Start of Extracted entries

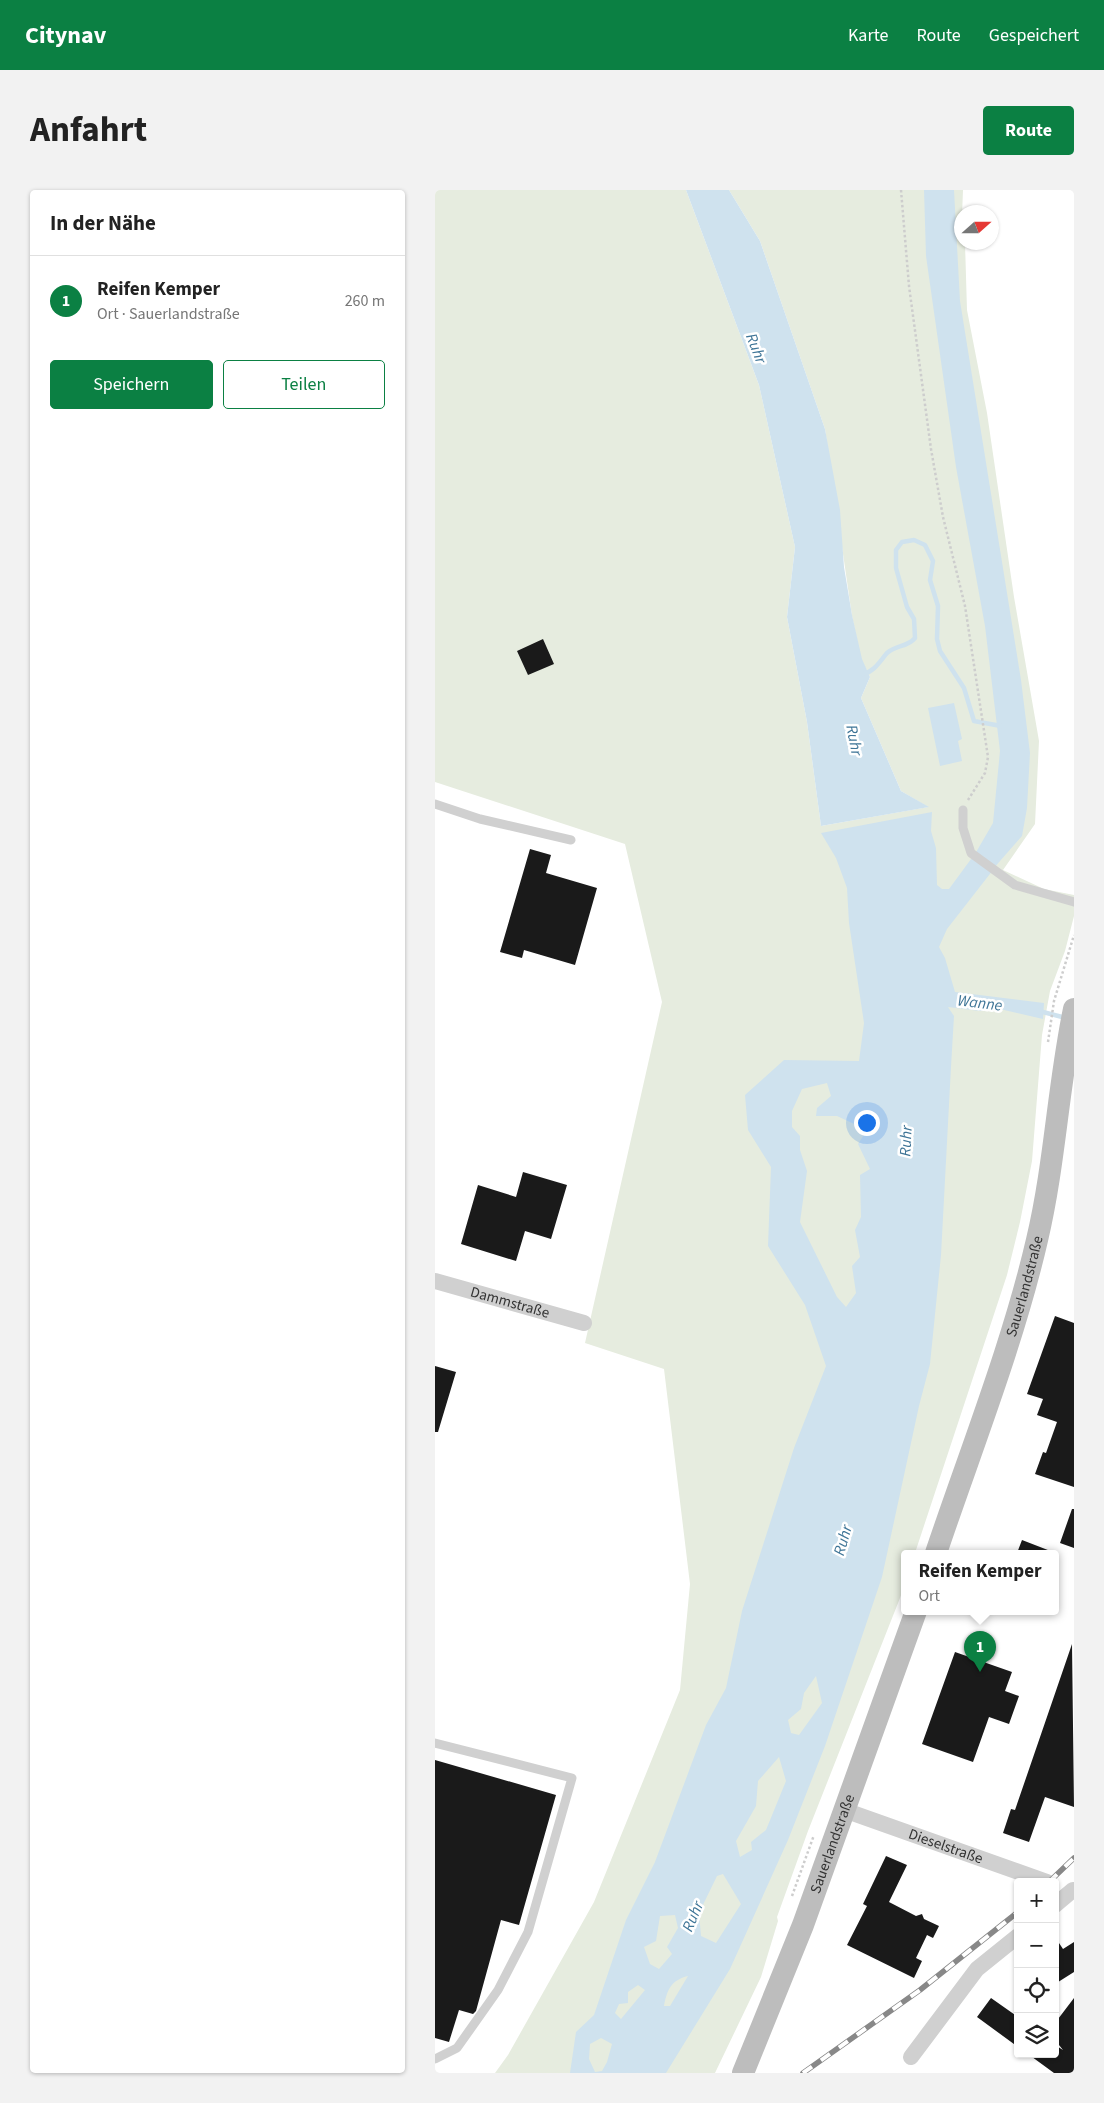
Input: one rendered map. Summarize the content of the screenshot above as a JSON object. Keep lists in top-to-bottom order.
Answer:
{
  "streets": {
    "street": ["Sauerlandstraße", "Dammstraße", "Dieselstraße"]
  },
  "crossings": [
    ["Sauerlandstraße", "Dieselstraße"]
  ],
  "water": ["Ruhr", "Wanne"],
  "north": "right",
  "page": {
    "header": "Citynav",
    "nav": ["Karte", "Route", "Gespeichert"],
    "title": "Anfahrt",
    "buttons": [
      "Route",
      ["Speichern", "Teilen"]
    ],
    "heading": "In der Nähe",
    "list": [
      {
        "mark": "1",
        "name": "Reifen Kemper",
        "note": "Ort · Sauerlandstraße",
        "value": "260 m"
      }
    ],
    "popup": ["Reifen Kemper", "Ort"],
    "pins": "1",
    "map_buttons": ["+", "−"]
  }
}
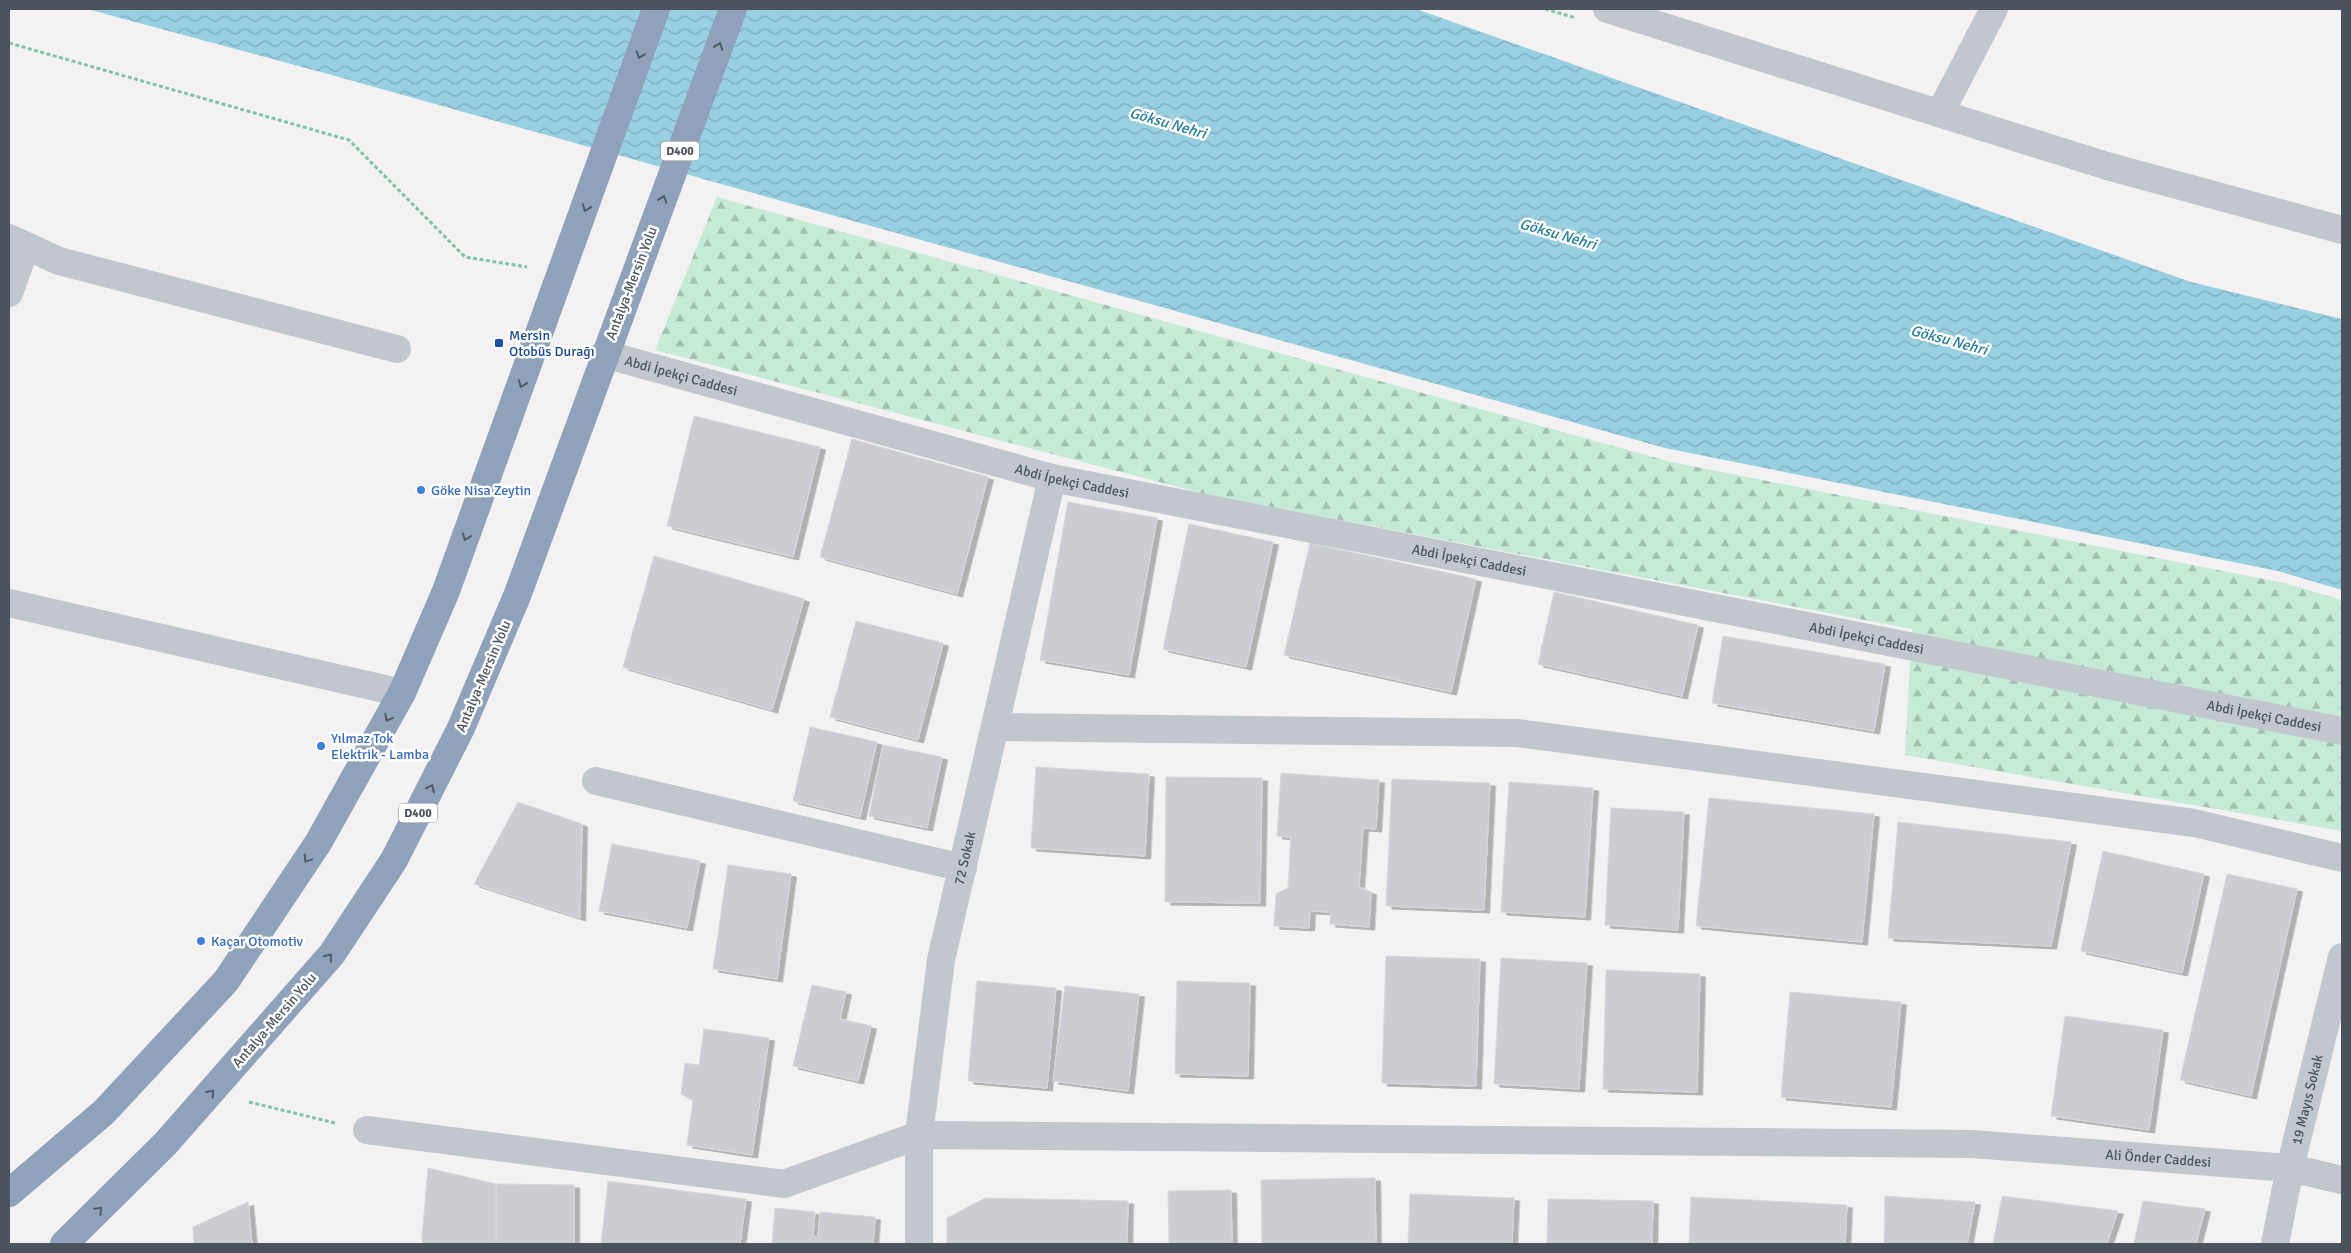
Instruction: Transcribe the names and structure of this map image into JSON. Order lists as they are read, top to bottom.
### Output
{
  "streets": {
    "highway": ["D400", "Antalya-Mersin Yolu"],
    "street": [
      "Abdi İpekçi Caddesi",
      "72 Sokak",
      "19 Mayıs Sokak",
      "Ali Önder Caddesi"
    ]
  },
  "crossings": [
    ["Antalya-Mersin Yolu", "Abdi İpekçi Caddesi"],
    ["Abdi İpekçi Caddesi", "72 Sokak"],
    ["72 Sokak", "Ali Önder Caddesi"],
    ["19 Mayıs Sokak", "Ali Önder Caddesi"]
  ],
  "water": ["Göksu Nehri"],
  "places": {
    "transit": ["Mersin Otobüs Durağı"],
    "other": ["Göke Nisa Zeytin", "Yılmaz Tok Elektrik - Lamba", "Kaçar Otomotiv"]
  }
}
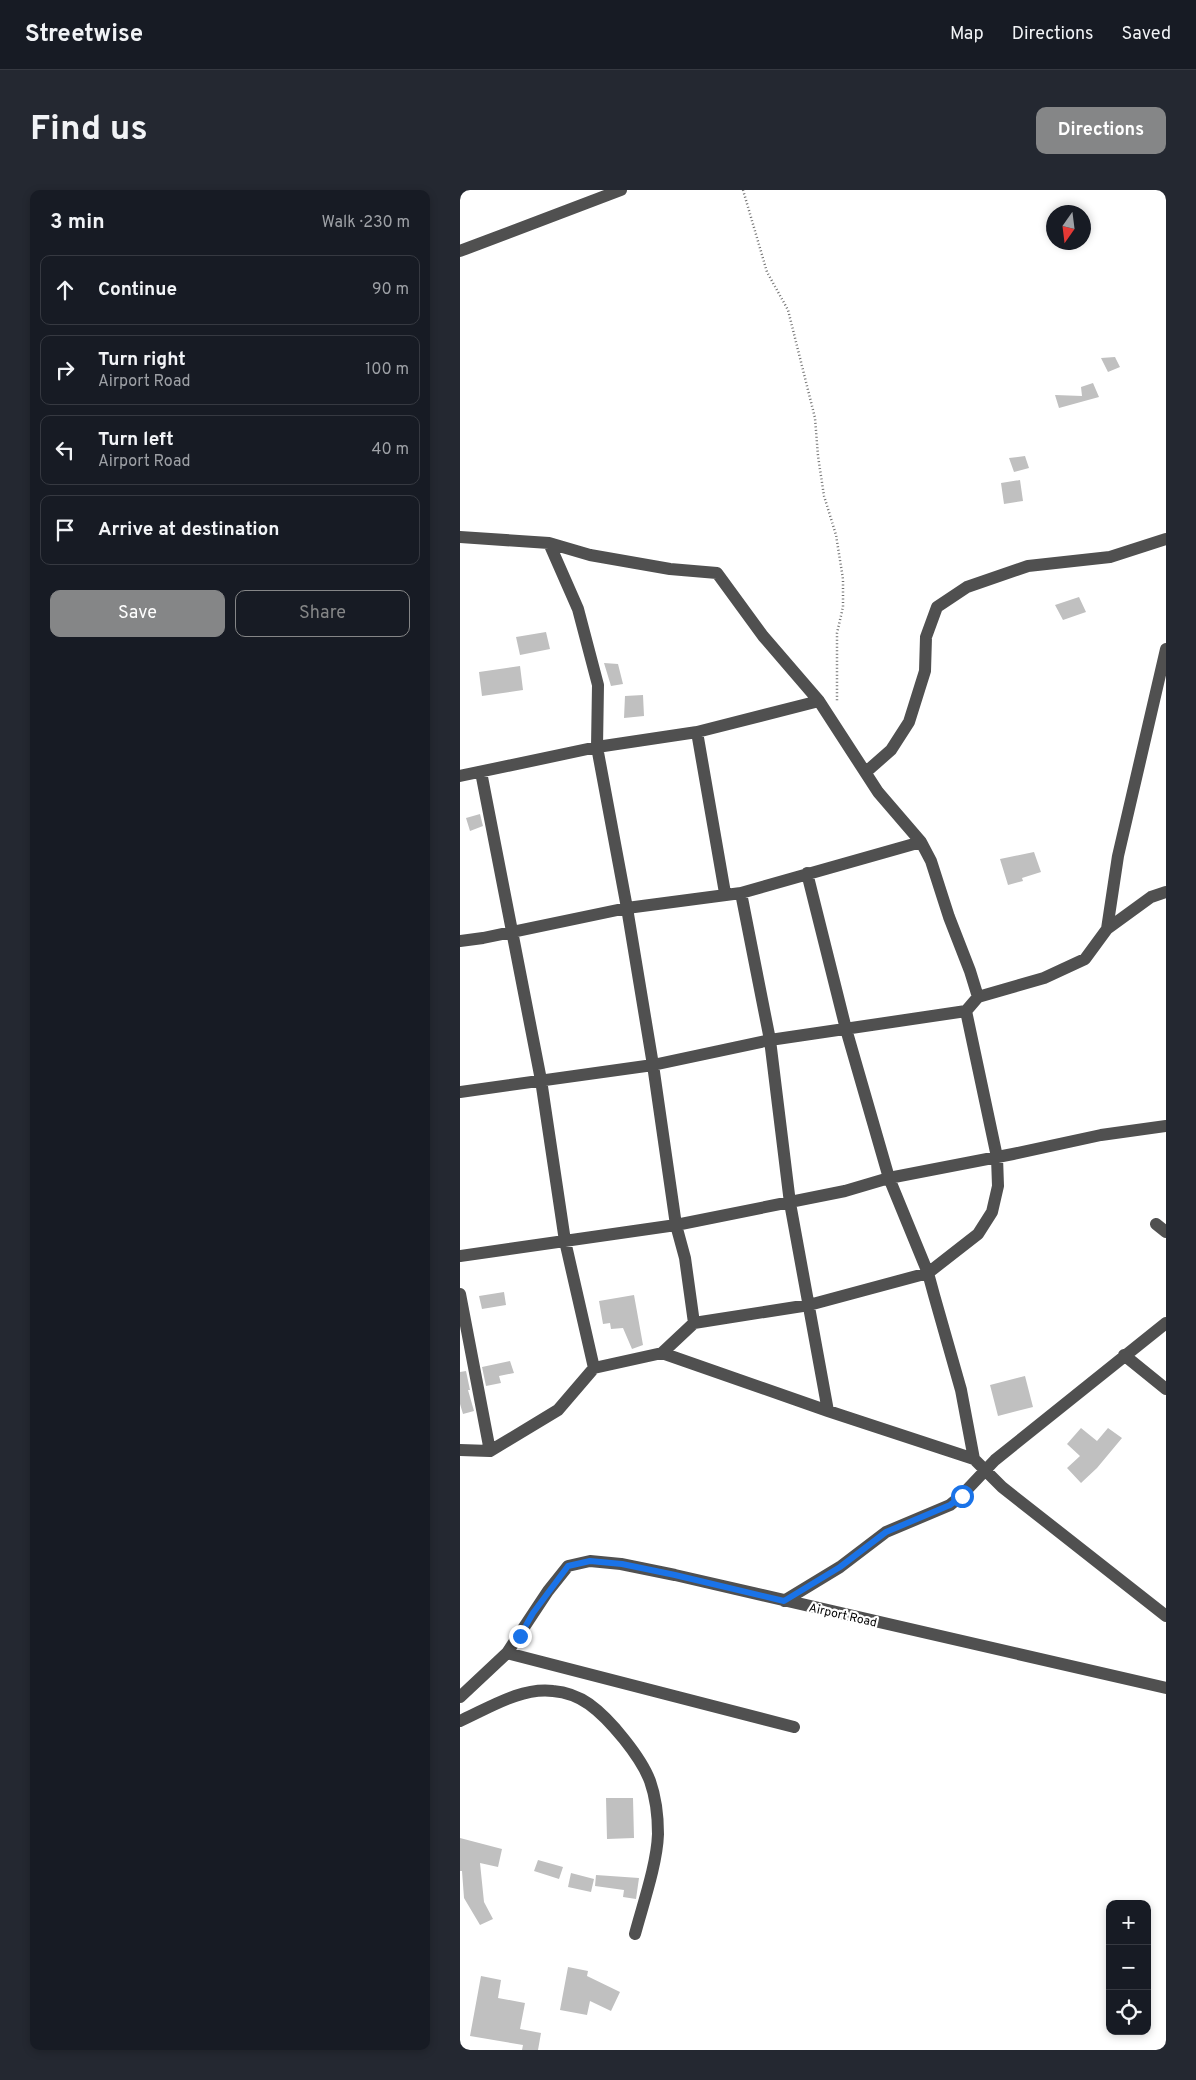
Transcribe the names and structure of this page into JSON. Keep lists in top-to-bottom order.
{
  "streets": {
    "street": ["Airport Road"]
  },
  "north": "bottom",
  "page": {
    "header": "Streetwise",
    "nav": ["Map", "Directions", "Saved"],
    "buttons": [
      "Directions",
      ["Save", "Share"]
    ],
    "title": "Find us",
    "heading": ["3 min", "Walk · 230 m"],
    "list": [
      ["Continue", "90 m"],
      ["Turn right", "Airport Road", "100 m"],
      ["Turn left", "Airport Road", "40 m"],
      "Arrive at destination"
    ],
    "map_buttons": ["+", "−"]
  }
}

End of Extracted entries

Your task is to retype all the entries exactly and leave out any pictures.

**Task output**
Input: one rendered map. Summarize the content of the screenshot above as a JSON object. Keep lists in top-to-bottom order.
Answer:
{
  "streets": {
    "street": ["Sauerlandstraße", "Dammstraße", "Dieselstraße"]
  },
  "crossings": [
    ["Sauerlandstraße", "Dieselstraße"]
  ],
  "water": ["Ruhr", "Wanne"],
  "north": "right",
  "page": {
    "header": "Citynav",
    "nav": ["Karte", "Route", "Gespeichert"],
    "title": "Anfahrt",
    "buttons": [
      "Route",
      ["Speichern", "Teilen"]
    ],
    "heading": "In der Nähe",
    "list": [
      {
        "mark": "1",
        "name": "Reifen Kemper",
        "note": "Ort · Sauerlandstraße",
        "value": "260 m"
      }
    ],
    "popup": ["Reifen Kemper", "Ort"],
    "pins": "1",
    "map_buttons": ["+", "−"]
  }
}
Instruction: Transcribe the names and structure of this map image into JSON. Order lists as they are read, top to bottom.
### Output
{
  "streets": {
    "highway": ["D400", "Antalya-Mersin Yolu"],
    "street": [
      "Abdi İpekçi Caddesi",
      "72 Sokak",
      "19 Mayıs Sokak",
      "Ali Önder Caddesi"
    ]
  },
  "crossings": [
    ["Antalya-Mersin Yolu", "Abdi İpekçi Caddesi"],
    ["Abdi İpekçi Caddesi", "72 Sokak"],
    ["72 Sokak", "Ali Önder Caddesi"],
    ["19 Mayıs Sokak", "Ali Önder Caddesi"]
  ],
  "water": ["Göksu Nehri"],
  "places": {
    "transit": ["Mersin Otobüs Durağı"],
    "other": ["Göke Nisa Zeytin", "Yılmaz Tok Elektrik - Lamba", "Kaçar Otomotiv"]
  }
}
Transcribe the names and structure of this page into JSON. Keep lists in top-to-bottom order.
{
  "streets": {
    "street": ["Airport Road"]
  },
  "north": "bottom",
  "page": {
    "header": "Streetwise",
    "nav": ["Map", "Directions", "Saved"],
    "buttons": [
      "Directions",
      ["Save", "Share"]
    ],
    "title": "Find us",
    "heading": ["3 min", "Walk · 230 m"],
    "list": [
      ["Continue", "90 m"],
      ["Turn right", "Airport Road", "100 m"],
      ["Turn left", "Airport Road", "40 m"],
      "Arrive at destination"
    ],
    "map_buttons": ["+", "−"]
  }
}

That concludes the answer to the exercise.